▶ _Goal of the exercise_
Pick every line from the data that holds the word "Staples".

Top of Dataset records

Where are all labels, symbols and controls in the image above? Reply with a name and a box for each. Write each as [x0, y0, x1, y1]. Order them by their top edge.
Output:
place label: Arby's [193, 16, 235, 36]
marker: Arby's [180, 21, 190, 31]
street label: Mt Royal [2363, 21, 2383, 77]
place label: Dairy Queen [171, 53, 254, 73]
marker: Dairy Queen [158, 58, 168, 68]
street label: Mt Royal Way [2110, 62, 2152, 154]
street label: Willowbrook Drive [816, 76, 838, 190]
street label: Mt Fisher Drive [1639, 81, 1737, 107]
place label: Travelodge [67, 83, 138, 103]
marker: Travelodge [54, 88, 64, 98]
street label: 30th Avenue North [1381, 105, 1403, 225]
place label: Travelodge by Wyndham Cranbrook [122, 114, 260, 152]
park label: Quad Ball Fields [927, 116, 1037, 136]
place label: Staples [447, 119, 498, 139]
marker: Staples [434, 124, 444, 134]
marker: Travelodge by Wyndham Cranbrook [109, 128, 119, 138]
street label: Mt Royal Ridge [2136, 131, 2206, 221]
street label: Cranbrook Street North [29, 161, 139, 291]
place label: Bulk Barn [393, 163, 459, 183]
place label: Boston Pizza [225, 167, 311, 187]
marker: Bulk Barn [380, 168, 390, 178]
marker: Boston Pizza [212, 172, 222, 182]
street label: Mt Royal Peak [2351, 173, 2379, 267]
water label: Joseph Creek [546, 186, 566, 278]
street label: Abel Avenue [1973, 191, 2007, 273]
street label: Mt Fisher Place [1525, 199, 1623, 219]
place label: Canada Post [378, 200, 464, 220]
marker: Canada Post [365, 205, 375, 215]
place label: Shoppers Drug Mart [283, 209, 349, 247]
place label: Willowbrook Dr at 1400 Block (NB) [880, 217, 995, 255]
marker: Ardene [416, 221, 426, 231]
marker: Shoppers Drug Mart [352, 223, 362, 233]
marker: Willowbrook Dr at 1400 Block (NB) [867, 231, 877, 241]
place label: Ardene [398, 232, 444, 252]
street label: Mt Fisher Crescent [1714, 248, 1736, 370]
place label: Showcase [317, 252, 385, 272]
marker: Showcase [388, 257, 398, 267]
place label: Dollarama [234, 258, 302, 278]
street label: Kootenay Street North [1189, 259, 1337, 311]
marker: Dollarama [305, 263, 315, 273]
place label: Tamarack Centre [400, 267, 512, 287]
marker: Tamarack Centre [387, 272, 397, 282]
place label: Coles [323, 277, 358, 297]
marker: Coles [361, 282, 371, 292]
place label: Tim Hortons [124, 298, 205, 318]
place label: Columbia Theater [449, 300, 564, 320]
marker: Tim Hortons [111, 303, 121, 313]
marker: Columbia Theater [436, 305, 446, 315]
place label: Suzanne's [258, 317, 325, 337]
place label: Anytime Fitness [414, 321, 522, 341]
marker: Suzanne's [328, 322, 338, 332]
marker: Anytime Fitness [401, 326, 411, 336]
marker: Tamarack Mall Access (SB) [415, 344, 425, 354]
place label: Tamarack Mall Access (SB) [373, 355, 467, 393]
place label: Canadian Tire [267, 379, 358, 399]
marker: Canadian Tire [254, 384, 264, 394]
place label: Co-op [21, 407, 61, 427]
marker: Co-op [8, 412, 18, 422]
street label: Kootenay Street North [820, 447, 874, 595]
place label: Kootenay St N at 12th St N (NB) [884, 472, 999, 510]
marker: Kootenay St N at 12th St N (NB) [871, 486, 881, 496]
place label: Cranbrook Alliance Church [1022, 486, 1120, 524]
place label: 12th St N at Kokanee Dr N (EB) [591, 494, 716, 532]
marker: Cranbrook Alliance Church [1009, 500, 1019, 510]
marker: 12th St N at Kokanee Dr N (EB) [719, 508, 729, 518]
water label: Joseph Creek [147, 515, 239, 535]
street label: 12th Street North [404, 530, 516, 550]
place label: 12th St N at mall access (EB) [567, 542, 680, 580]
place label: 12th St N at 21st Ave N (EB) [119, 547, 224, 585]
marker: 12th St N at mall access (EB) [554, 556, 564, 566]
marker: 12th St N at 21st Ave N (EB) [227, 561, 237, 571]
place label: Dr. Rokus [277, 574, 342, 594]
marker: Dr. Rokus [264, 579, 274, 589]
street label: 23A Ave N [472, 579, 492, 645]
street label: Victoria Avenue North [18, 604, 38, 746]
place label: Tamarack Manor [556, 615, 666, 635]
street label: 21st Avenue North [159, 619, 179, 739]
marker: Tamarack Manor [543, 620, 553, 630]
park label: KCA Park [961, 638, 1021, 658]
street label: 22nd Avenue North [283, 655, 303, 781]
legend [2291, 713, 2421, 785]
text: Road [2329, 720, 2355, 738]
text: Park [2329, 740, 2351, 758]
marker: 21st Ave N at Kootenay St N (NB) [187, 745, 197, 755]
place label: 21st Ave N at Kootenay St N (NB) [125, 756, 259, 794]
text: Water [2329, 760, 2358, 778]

Bottom of Dataset records

▶ _Response for this exercise_
place label: Staples [447, 119, 498, 139]
marker: Staples [434, 124, 444, 134]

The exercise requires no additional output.